If players think so, then the [autocard]Liliana of the Veil[/autocard/ Abzan builds look much better. All the discard and removal from versions like Froehlich and Hampton's tear Twin up. It's tough to say. Overall, Splinter Twin pilots had a bad win rate, and yet two of them are here. This result will likely shift the metagame in some fashion.

Either way, one thing is certain: Lingering Souls is awesome. It blocks Inkmoth Nexus; it breaks stalemates in the air; it creates advantage off the Liliana +1 ability; it's the best thing to hit with Tasigur, the Golden Fang; it's a being of pure value. So winning the Spirit war goes a long way.

You can win the war with Abzan, but you can also do it with a deck that was slightly ahead of its time this weekend—White-Black Tokens. No. 13 Stanislav Cifka and company came in this weekend knowing much about Lingering Souls. Using cards like Zealous Persecution, and as much as eight targeted discard spells, the deck tries to get air supremacy early and keep it until the smashy conclusion. The pilots did not convert this weekend, but with the continued rise of Lingering Souls, this definitely is a deck to watch.

There is one last wild card in the format: Golgari Grave-Troll. The guy did not make a showing this weekend, but that's not for lack of trying.
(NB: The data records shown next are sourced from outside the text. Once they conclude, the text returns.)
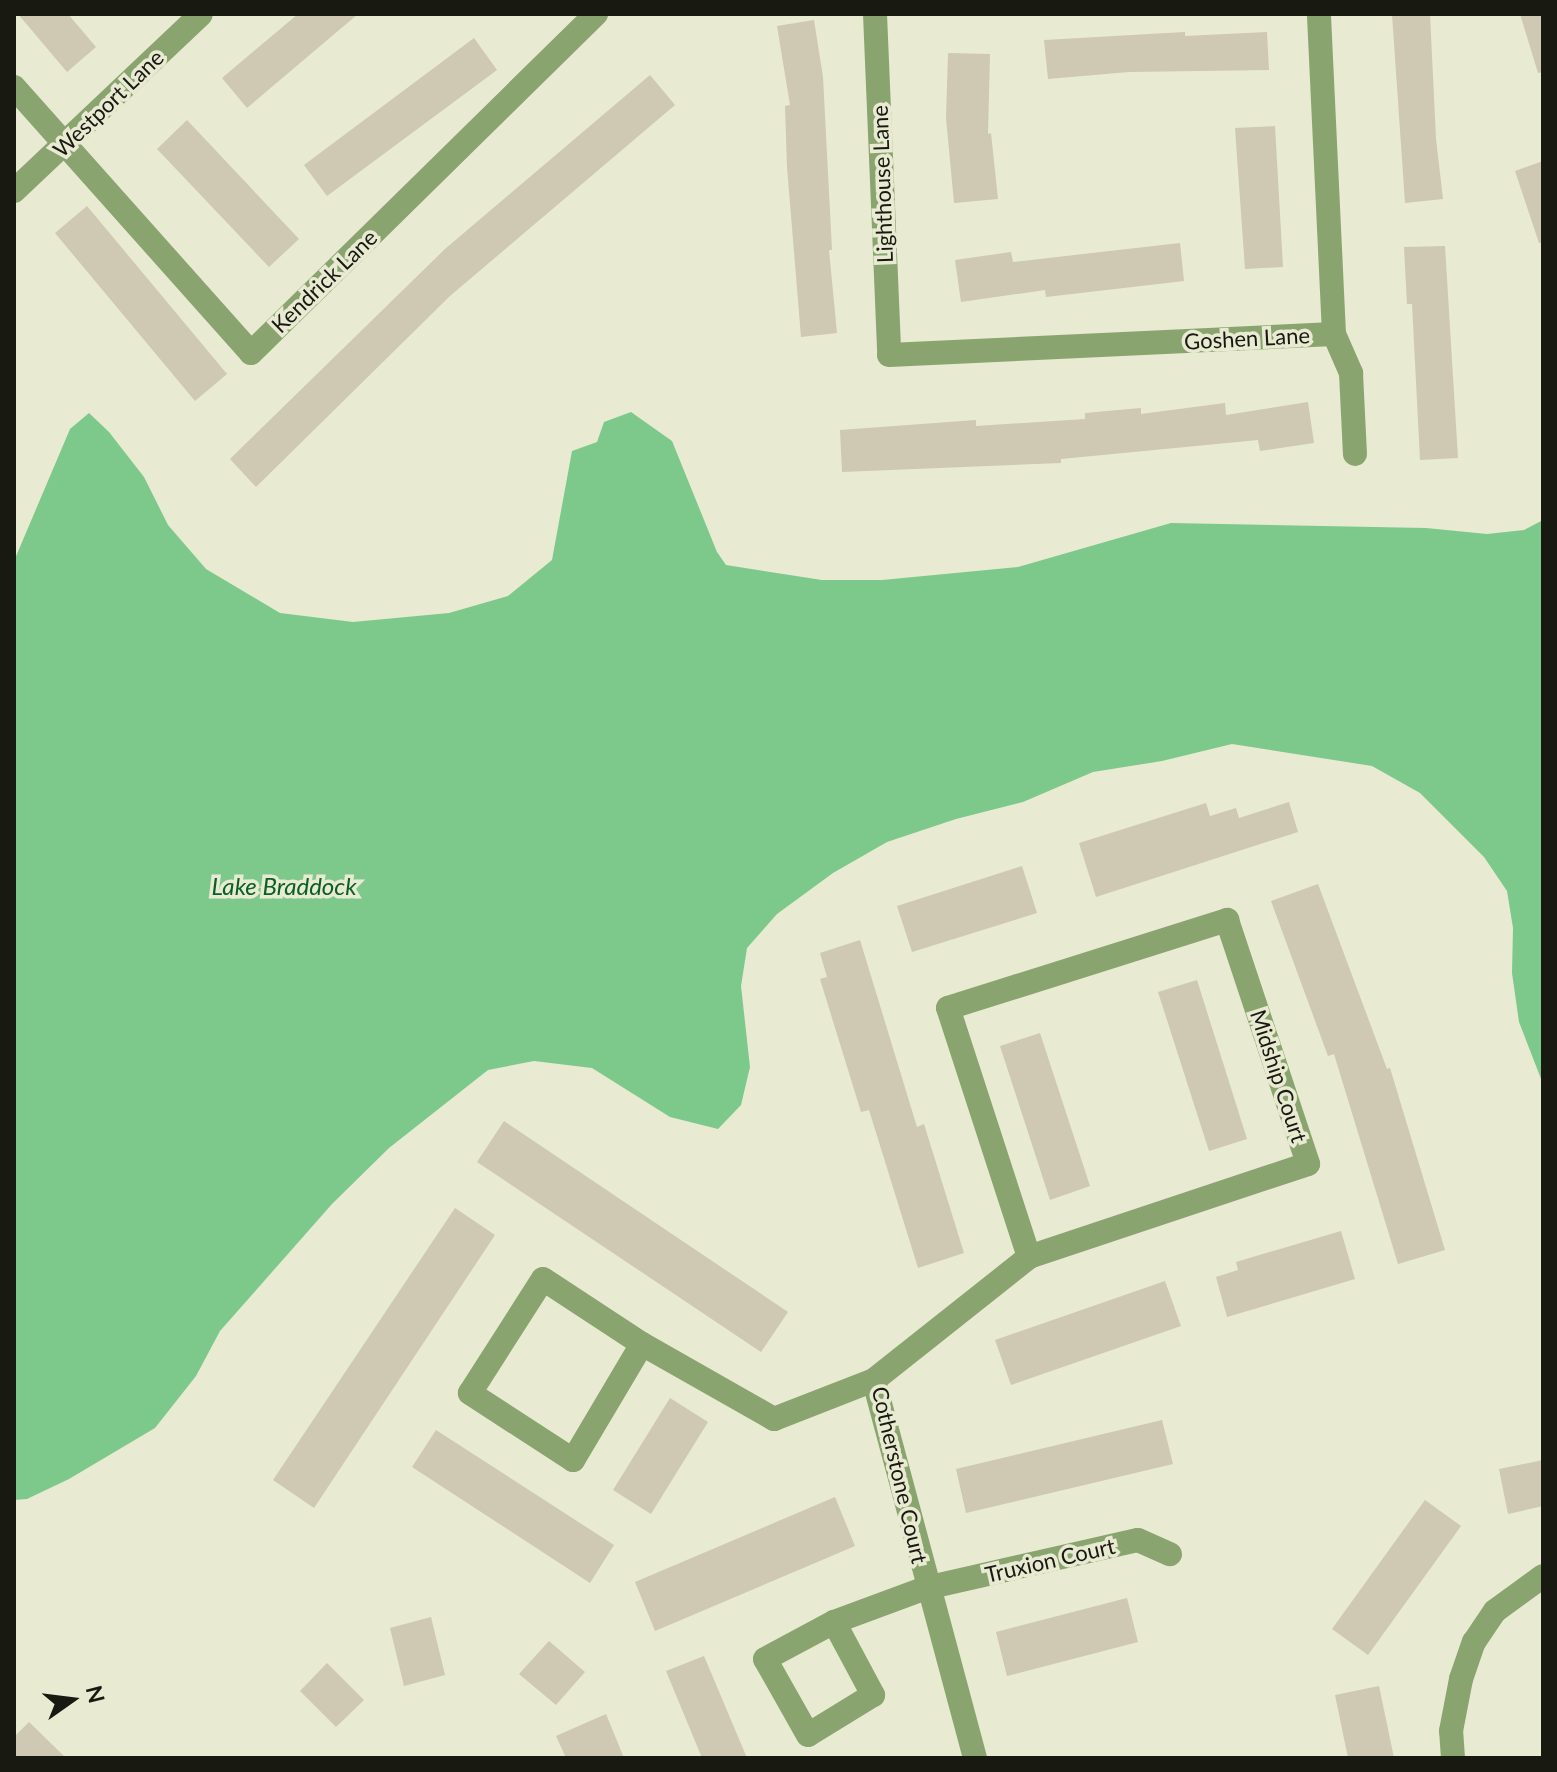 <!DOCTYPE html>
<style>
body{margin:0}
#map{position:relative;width:1557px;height:1772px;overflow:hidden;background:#e8ead2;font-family:Lato,sans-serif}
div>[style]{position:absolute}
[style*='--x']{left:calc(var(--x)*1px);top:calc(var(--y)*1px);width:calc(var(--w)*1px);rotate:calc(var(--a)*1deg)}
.water>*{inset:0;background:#7dc98b}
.building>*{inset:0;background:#cfc8b2}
.minor>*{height:24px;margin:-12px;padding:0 12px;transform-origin:12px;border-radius:12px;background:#8aa46f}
span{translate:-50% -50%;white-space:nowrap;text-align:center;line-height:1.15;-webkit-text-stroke:7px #e8ead2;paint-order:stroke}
.street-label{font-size:22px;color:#181911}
.water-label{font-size:24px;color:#086027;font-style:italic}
.frame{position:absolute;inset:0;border:16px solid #181911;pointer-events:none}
.north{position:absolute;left:32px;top:1660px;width:80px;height:80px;-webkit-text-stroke:6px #e8ead2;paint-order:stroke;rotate:76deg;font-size:22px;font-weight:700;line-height:32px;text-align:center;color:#181911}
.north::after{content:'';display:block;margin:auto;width:28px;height:36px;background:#181911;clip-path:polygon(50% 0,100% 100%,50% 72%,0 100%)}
</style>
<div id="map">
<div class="water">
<i style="clip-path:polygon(631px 412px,672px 441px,717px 552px,726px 565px,822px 580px,882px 580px,1018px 567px,1171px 523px,1426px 528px,1487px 534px,1524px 530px,1543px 520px,1543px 1084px,1519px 1022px,1512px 973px,1513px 928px,1507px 891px,1484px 857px,1420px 793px,1372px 766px,1232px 744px,1162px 761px,1093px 772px,1023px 802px,956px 819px,887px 842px,833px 873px,777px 914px,747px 948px,741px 986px,750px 1067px,741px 1105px,718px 1129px,670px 1117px,592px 1068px,534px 1061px,488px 1070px,389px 1148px,332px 1204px,220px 1331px,196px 1376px,155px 1428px,69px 1479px,27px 1499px,14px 1500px,14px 561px,70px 429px,89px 413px,109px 432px,144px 477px,168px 525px,206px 569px,280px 613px,353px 622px,449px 613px,508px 596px,552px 560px,572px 451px,597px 442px,604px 422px)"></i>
</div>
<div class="building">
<i style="clip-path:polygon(18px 14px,68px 14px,96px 47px,67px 72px)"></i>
<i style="clip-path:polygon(298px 14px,358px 14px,247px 108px,222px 78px)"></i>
<i style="clip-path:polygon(1392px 14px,1430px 14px,1436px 139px,1443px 199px,1405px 203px)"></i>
<i style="clip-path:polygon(1520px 14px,1543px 14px,1543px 72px,1538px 73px)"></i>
<i style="clip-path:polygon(814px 20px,823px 77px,832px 250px,829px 250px,837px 333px,801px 337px,787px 167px,785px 106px,790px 105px,777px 26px)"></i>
<i style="clip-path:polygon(1185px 32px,1185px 36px,1267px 32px,1269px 70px,1129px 72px,1048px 79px,1044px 40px)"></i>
<i style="clip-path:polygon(474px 38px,497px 70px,327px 196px,304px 165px)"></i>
<i style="clip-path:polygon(948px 53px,990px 54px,988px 134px,991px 133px,998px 199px,954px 203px,946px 118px)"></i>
<i style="clip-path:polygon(650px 75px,675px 105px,450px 296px,256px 487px,230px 459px,445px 249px)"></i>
<i style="clip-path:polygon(187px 120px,299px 239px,269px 267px,157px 149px)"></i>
<i style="clip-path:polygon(1275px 126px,1283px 267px,1245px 269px,1235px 128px)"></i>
<i style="clip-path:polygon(1543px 161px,1543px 242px,1539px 243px,1515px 171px)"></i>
<i style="clip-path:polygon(87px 206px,227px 374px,195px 401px,55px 233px)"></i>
<i style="clip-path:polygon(1180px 243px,1184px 281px,1046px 297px,1045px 290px,961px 302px,955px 260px,1011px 252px,1013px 262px)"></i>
<i style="clip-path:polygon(1445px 246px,1458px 458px,1420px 460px,1412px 304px,1407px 304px,1404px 247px)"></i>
<i style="clip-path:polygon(1308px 402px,1314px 443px,1260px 451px,1258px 440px,1061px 459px,1061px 463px,842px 472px,840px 430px,976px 420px,976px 426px,1085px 419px,1085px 413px,1141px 408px,1141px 414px,1225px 403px,1226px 415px)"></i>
<i style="clip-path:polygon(1289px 802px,1298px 832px,1096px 897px,1079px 843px,1206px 803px,1210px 816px,1236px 808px,1239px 818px)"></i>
<i style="clip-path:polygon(1022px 866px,1037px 913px,912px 952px,897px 906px)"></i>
<i style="clip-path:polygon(1318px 884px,1387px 1069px,1390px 1068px,1445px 1250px,1398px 1264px,1334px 1054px,1328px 1056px,1271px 901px)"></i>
<i style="clip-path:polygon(860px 940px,917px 1127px,924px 1124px,964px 1253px,918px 1268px,869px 1110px,861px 1112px,820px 979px,827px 977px,820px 953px)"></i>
<i style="clip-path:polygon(1197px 980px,1247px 1139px,1209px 1151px,1158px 992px)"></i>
<i style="clip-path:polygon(1040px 1033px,1090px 1186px,1050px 1200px,1000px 1046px)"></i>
<i style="clip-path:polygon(504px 1121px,788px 1312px,761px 1352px,477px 1162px)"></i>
<i style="clip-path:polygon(455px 1208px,495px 1235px,314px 1508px,273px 1480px)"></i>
<i style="clip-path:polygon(1341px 1231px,1355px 1279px,1227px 1317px,1216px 1277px,1238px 1270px,1236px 1262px)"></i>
<i style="clip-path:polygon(1165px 1281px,1181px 1326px,1011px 1385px,995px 1340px)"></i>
<i style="clip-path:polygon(670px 1398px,708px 1422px,651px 1514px,613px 1490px)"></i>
<i style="clip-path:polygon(1162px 1420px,1173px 1464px,966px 1513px,956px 1469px)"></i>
<i style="clip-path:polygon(436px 1430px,614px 1545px,590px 1583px,412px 1467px)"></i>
<i style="clip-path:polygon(1543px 1460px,1543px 1506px,1508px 1514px,1499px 1469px)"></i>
<i style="clip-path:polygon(835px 1497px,855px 1546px,655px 1631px,635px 1582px)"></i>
<i style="clip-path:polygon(1425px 1500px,1461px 1526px,1368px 1655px,1332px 1629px)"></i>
<i style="clip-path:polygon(1127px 1598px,1138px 1642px,1007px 1676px,996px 1632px)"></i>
<i style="clip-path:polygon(431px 1617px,445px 1675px,404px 1686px,390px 1628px)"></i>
<i style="clip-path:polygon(549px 1641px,585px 1672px,556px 1705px,519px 1674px)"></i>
<i style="clip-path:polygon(704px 1656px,747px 1758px,702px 1758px,666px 1671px)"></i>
<i style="clip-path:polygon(327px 1663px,364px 1700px,336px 1727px,300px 1691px)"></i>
<i style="clip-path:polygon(1379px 1686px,1394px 1758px,1348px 1758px,1335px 1695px)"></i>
<i style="clip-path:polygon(606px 1714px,624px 1758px,566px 1758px,556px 1736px)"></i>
<i style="clip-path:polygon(29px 1722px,66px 1758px,14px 1758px,14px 1737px)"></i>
</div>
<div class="minor">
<i style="--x:875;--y:14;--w:341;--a:87.6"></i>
<i style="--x:889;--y:355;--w:445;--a:-2.7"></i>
<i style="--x:1334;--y:334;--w:320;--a:-92.7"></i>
<i style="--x:14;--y:87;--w:356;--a:48.3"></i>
<i style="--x:251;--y:353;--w:484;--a:-44.5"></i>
<i style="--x:14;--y:191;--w:257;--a:-43.4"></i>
<i style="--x:1334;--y:334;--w:43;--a:66.4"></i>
<i style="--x:1351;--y:373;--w:81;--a:87.2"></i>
<i style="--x:1227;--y:920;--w:257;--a:71.6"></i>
<i style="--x:1308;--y:1164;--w:294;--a:161.6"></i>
<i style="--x:1029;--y:1257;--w:262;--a:-108"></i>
<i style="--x:948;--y:1008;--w:293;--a:-17.5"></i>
<i style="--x:642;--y:1344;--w:135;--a:120.7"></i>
<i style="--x:573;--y:1460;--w:123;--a:-147"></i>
<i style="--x:470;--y:1393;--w:135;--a:-57.4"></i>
<i style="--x:543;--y:1279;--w:118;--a:33.3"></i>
<i style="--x:642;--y:1344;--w:152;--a:29.6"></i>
<i style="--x:774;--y:1419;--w:107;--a:-21.3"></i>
<i style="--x:834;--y:1622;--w:83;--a:61.9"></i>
<i style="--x:873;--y:1695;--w:76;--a:148.4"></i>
<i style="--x:808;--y:1735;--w:87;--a:-119.5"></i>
<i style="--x:765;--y:1659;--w:78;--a:-28.2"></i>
<i style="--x:834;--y:1622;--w:98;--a:-20.3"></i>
<i style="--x:926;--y:1588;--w:217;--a:-12.8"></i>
<i style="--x:1138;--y:1540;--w:35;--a:24"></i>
<i style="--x:975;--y:1758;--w:391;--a:-105"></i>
<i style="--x:874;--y:1380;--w:198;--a:-38.4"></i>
<i style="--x:1453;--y:1758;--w:27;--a:-94"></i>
<i style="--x:1451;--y:1731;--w:53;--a:-79.1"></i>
<i style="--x:1461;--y:1679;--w:39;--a:-71"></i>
<i style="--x:1474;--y:1642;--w:37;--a:-56"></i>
<i style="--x:1495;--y:1611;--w:59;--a:-36.1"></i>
</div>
<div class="street-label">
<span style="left:108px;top:103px;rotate:-44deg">Westport Lane</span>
<span style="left:882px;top:184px;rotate:-92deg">Lighthouse Lane</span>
<span style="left:324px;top:281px;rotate:-44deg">Kendrick Lane</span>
<span style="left:1247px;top:338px;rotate:-3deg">Goshen Lane</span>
<span style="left:1279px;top:1076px;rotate:72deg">Midship Court</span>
<span style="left:900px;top:1475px;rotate:77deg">Cotherstone Court</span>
<span style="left:1050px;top:1560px;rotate:-13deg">Truxion Court</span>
</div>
<div class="water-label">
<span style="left:284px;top:886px">Lake Braddock</span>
</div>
<div class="frame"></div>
<div class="north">N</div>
</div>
Many players told me their stories of trying to get something going, but it was too inconsistent. With the short time frame between knowing the card was legal and the beginning of the Pro Tour, players opted for a more consistent, more polished deck.

But that doesn't mean the Grave-Troll deck isn't out there. I wouldn't be surprised if it some incarnation showed up soon at a Modern Grand Prix and starts turning heads. This a call to arms, brewers: Bring me some Golgari Grave-Troll.

There were a lot of lessons from this Pro Tour, containing clues to where the metagame will be headed next. If you read the bones right, you might scry yourself a good finish in the upcoming months, or maybe even at Grand Prix Vancouver a mere two weeks away.